Question

How do you simplify $\sqrt{22.5}$ ?
 (a) Using Babylonian method
 (b) Using algebraic operations
 (c) Using linear operations
 (d) None of these

Answer 1

Hint: According to the question, we are to find the value of the given number $\sqrt{22.5}$. So, we can do it with a manual way of guessing the solution and reach the proper desired number. But now we can also see that the solution of the number is not a proper one and thus need to be calculated in some other way. So, we will try to use Babylonian method here.

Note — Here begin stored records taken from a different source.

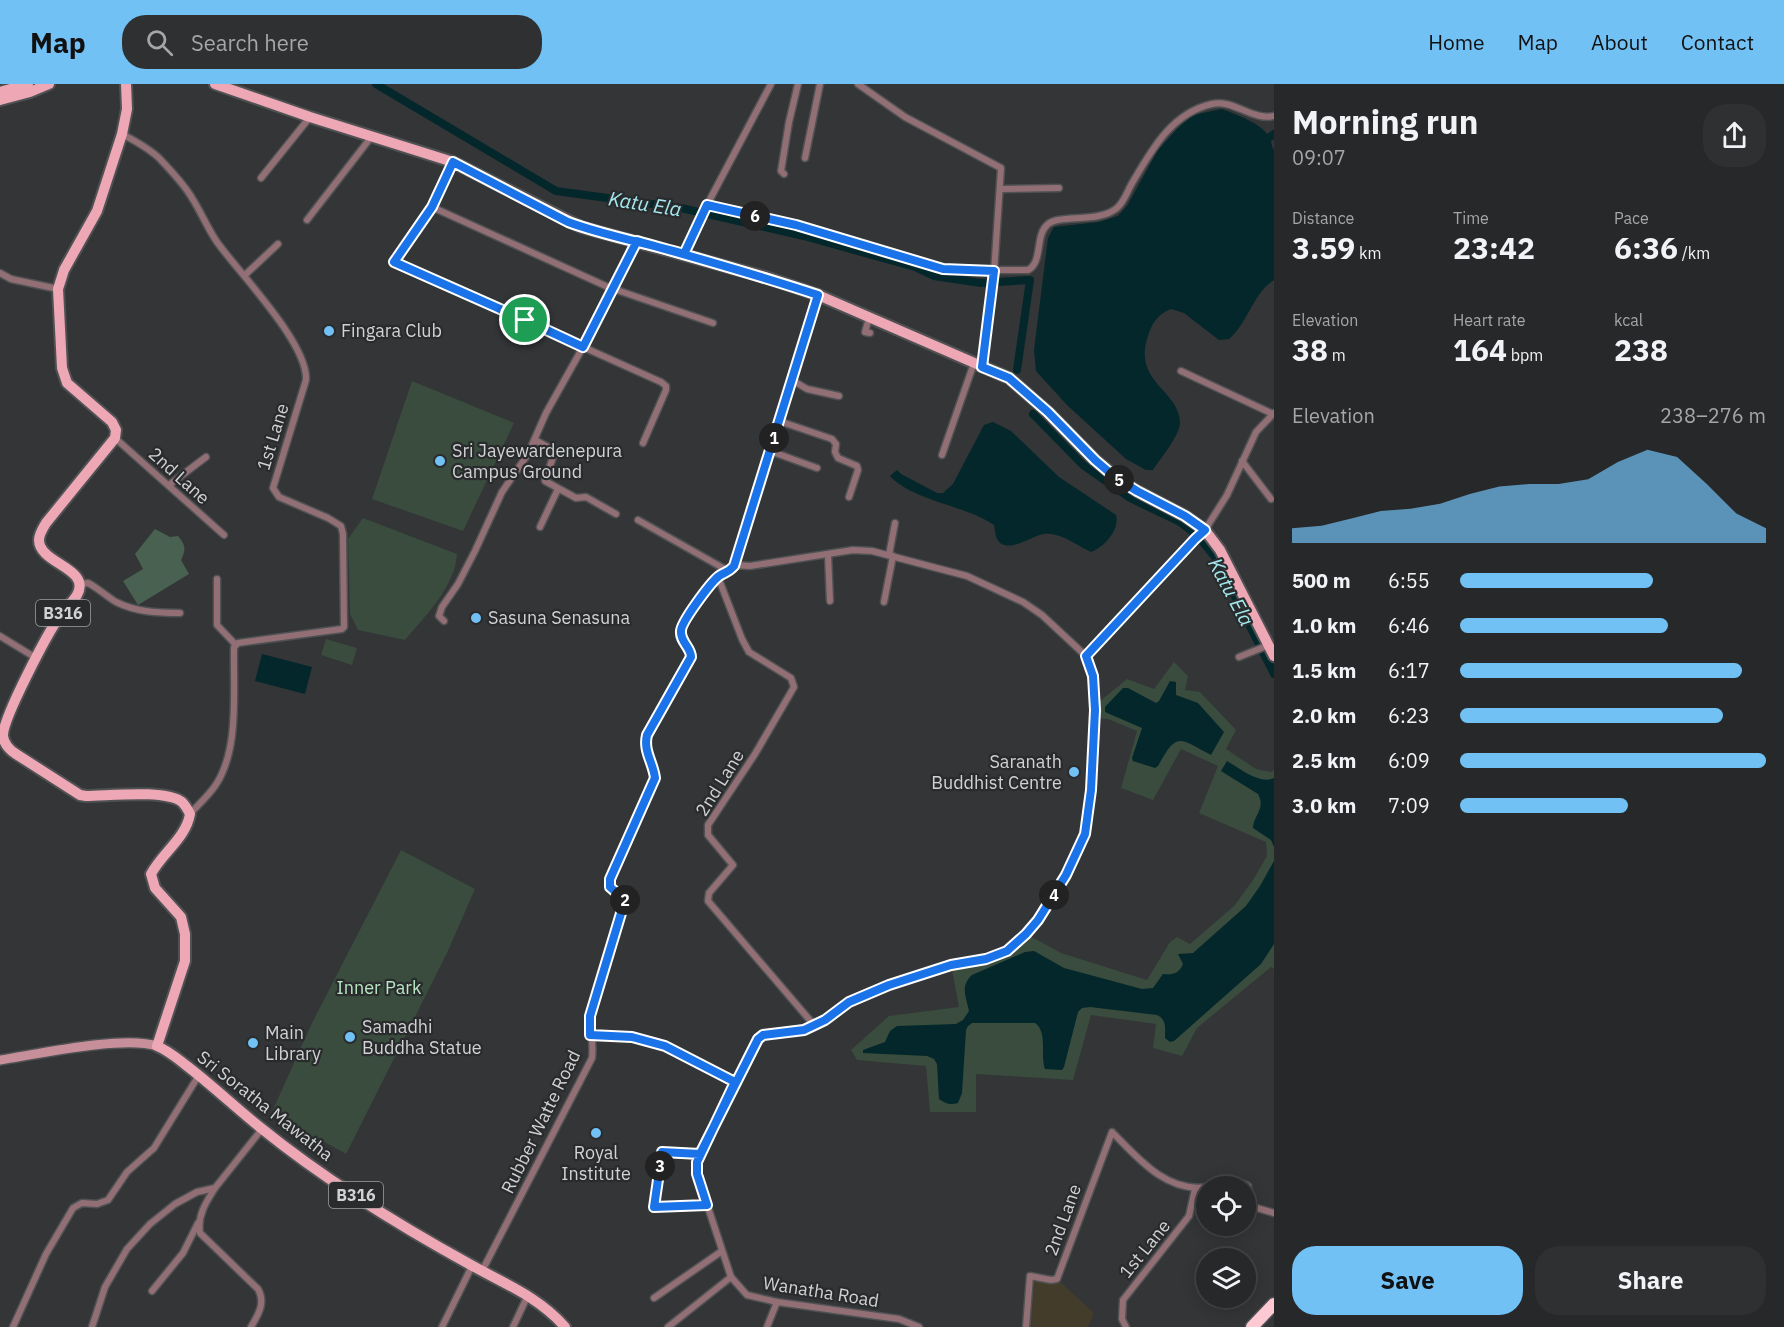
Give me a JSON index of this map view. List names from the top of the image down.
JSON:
{
  "streets": {
    "main road": ["B316", "Sri Soratha Mawatha"],
    "street": [
      "1st Lane",
      "2nd Lane",
      "Rubber Watte Road",
      "Wanatha Road"
    ]
  },
  "crossings": [
    ["1st Lane", "2nd Lane"],
    ["2nd Lane", "B316"],
    ["2nd Lane", "Rubber Watte Road"],
    ["Sri Soratha Mawatha", "Rubber Watte Road"]
  ],
  "water": ["Katu Ela"],
  "parks": ["Inner Park"],
  "places": [
    "Fingara Club",
    "Sri Jayewardenepura Campus Ground",
    "Sasuna Senasuna",
    "Saranath Buddhist Centre",
    "Samadhi Buddha Statue",
    "Main Library",
    "Royal Institute"
  ],
  "page": {
    "header": "Map",
    "search": "Search here",
    "nav": [
      "Home",
      "Map",
      "About",
      "Contact"
    ],
    "heading": ["Morning run", "09:07"],
    "stats": [
      ["Distance", "3.59 km"],
      ["Time", "23:42"],
      ["Pace", "6:36 /km"],
      ["Elevation", "38 m"],
      ["Heart rate", "164 bpm"],
      ["kcal", "238"]
    ],
    "pins": [
      "6",
      "1",
      "5",
      "4",
      "2",
      "3"
    ],
    "chart": ["Elevation", "238–276 m"],
    "list": [
      {
        "name": "500 m",
        "note": "6:55"
      },
      {
        "name": "1.0 km",
        "note": "6:46"
      },
      {
        "name": "1.5 km",
        "note": "6:17"
      },
      {
        "name": "2.0 km",
        "note": "6:23"
      },
      {
        "name": "2.5 km",
        "note": "6:09"
      },
      {
        "name": "3.0 km",
        "note": "7:09"
      }
    ],
    "buttons": ["Save", "Share"]
  }
}
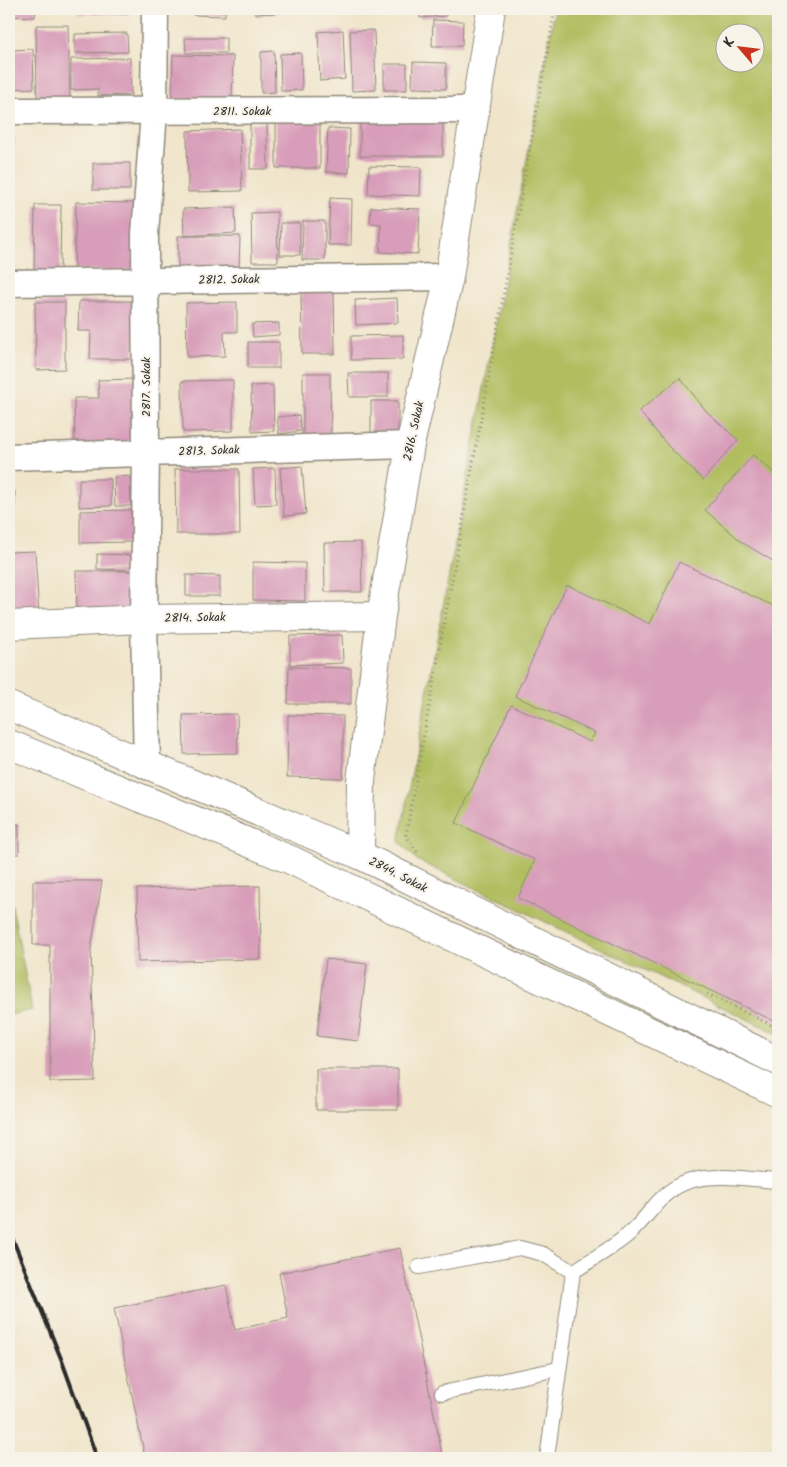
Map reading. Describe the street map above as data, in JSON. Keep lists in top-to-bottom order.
{
  "streets": {
    "main road": ["2816. Sokak", "2814. Sokak", "2844. Sokak"],
    "street": [
      "2811. Sokak",
      "2812. Sokak",
      "2817. Sokak",
      "2813. Sokak"
    ]
  },
  "crossings": [
    ["2811. Sokak", "2817. Sokak"],
    ["2811. Sokak", "2816. Sokak"],
    ["2812. Sokak", "2817. Sokak"],
    ["2812. Sokak", "2816. Sokak"],
    ["2817. Sokak", "2813. Sokak"],
    ["2817. Sokak", "2814. Sokak"],
    ["2817. Sokak", "2844. Sokak"],
    ["2816. Sokak", "2813. Sokak"],
    ["2816. Sokak", "2814. Sokak"],
    ["2816. Sokak", "2844. Sokak"]
  ],
  "north": "top left"
}
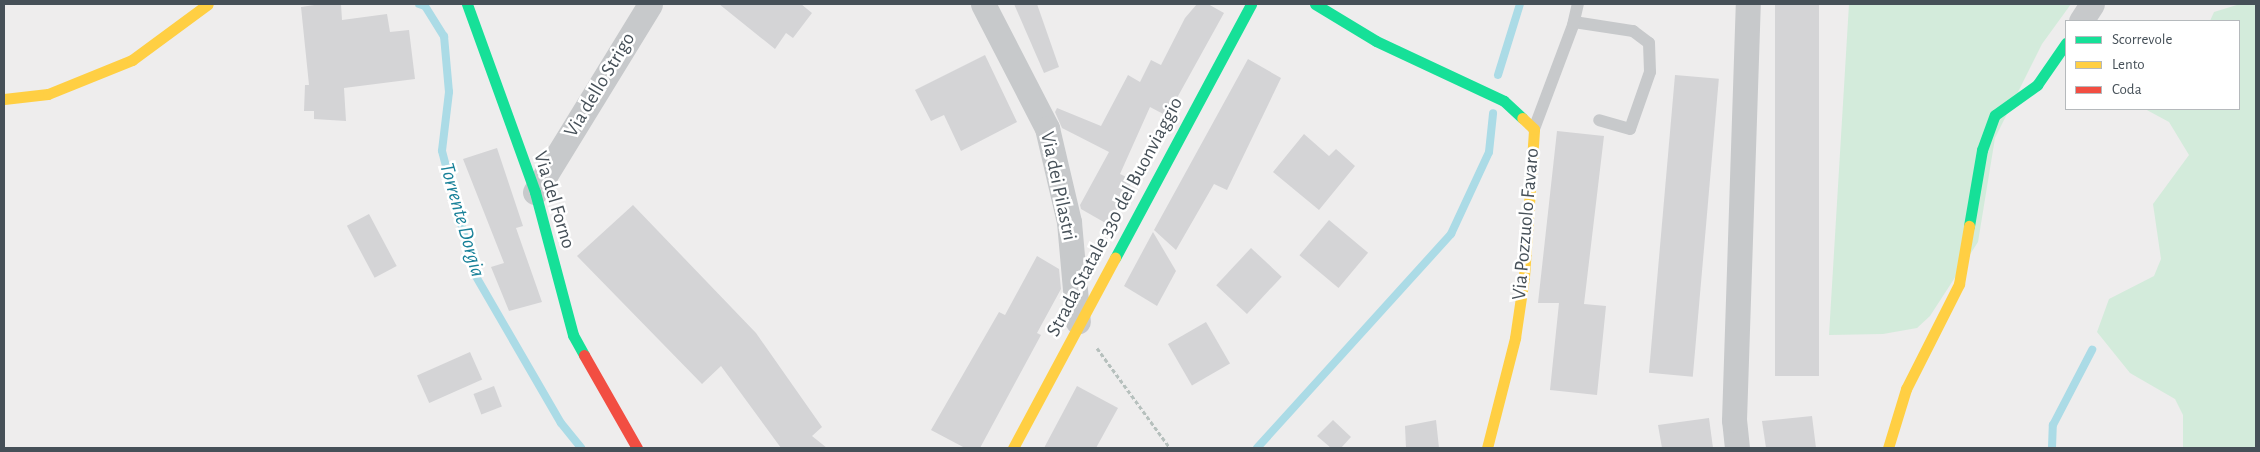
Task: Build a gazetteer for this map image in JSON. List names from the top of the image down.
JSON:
{
  "streets": {
    "main road": ["Via del Forno", "Strada Statale 330 del Buonviaggio", "Via Pozzuolo Favaro"],
    "street": ["Via dello Strigo", "Via dei Pilastri"]
  },
  "crossings": [
    ["Via dello Strigo", "Via del Forno"],
    ["Via dei Pilastri", "Strada Statale 330 del Buonviaggio"]
  ],
  "water": ["Torrente Dorgia"],
  "legend": ["Scorrevole", "Lento", "Coda"]
}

Complete step by step solution:
We will start with dividing the number 22.5 by 2 to get the first guess for the square root .
First guess = $\dfrac{22.5}{2}$ = 11.25.
Next, we will go on with,
 Dividing 22.5 by the previous result. d = $\dfrac{22.5}{11.25}=2$.
 Average this value d with that of first step $\dfrac{2+11.25}{2}=6.625$which is the new guess.
 So, now to calculate the error = new guess - previous value = 11.25 - 6.625 = 4.625.
 Again, we see, 4.625 > 0.001. As error > accuracy, we repeat this step again.
Now, again dividing 22.5 by the previous result, d = $\dfrac{22.5}{6.625}$ = 3.3962264151.
We also have to average this value d with that of the previous step \[\dfrac{\left( 3.3962264151+6.625 \right)}{2}=5.0106132075\] , this is the new guess.
So, the error is now, new guess - previous value = 6.625 - 5.0106132075 = 1.6143867925.
and 1.6143867925 > 0.001. As again, error > accuracy, we repeat this step again.
Again,
 Dividing 22.5 by the previous result, d =\[\dfrac{~22.5}{5.0106132075}\] = 4.4904683455.
 Similarly, average this value d with that of previous step \[\dfrac{\left( 4.4904683455\text{ }+\text{ }5.0106132075 \right)}{2}\] = 4.7505407765
This is the new guess.
 Thus, Error = new guess - previous value = 5.0106132075 - 4.7505407765 = 0.260072431.
 But, 0.260072431 > 0.001. As error > accuracy, we repeat this step again.
Again, dividing 22.5 by the previous result, d =\[\dfrac{22.5}{4.7505407765\text{ }}=\text{ }4.7363028881\] .
Getting the average of this value d with that of previous step \[\dfrac{\left( 4.7363028881\text{ }+\text{ }4.7505407765 \right)}{2}=4.7434218323\]
This is the new guess.
Error = new guess - previous value = 4.7505407765 - 4.7434218323 = 0.0071189442. But, 0.0071189442 > 0.001. As error > accuracy, we will repeat this step again.
 Dividing 22.5 by the previous result, d =\[\dfrac{22.5}{4.7434218323}=4.7434111482\] .
 Averaging this value d with that of the last step,
 \[\dfrac{\left( 4.7434111482\text{ }+\text{ }4.7434218323 \right)}{2}=4.7434164903\]
 Error = new guess - previous value = 4.7434218323 - 4.7434164903 = 0.000005342.
 0.000005342 <= 0.001. As error <= accuracy, we stop the iterations and use 4.7434164903 as the square root.
Hence the solution is, (a) Using Babylonian method.

Note: The Babylonian method to find square roots is based on one of the numerical methods, which is based on the method for solving nonlinear equations. The idea is simple, starting from an arbitrary value of x, and y as 1, we can simply get the next approximation of root by finding the average of x and y. Then the y value will be updated with the number divided by x. And thus by checking the error we proceed further.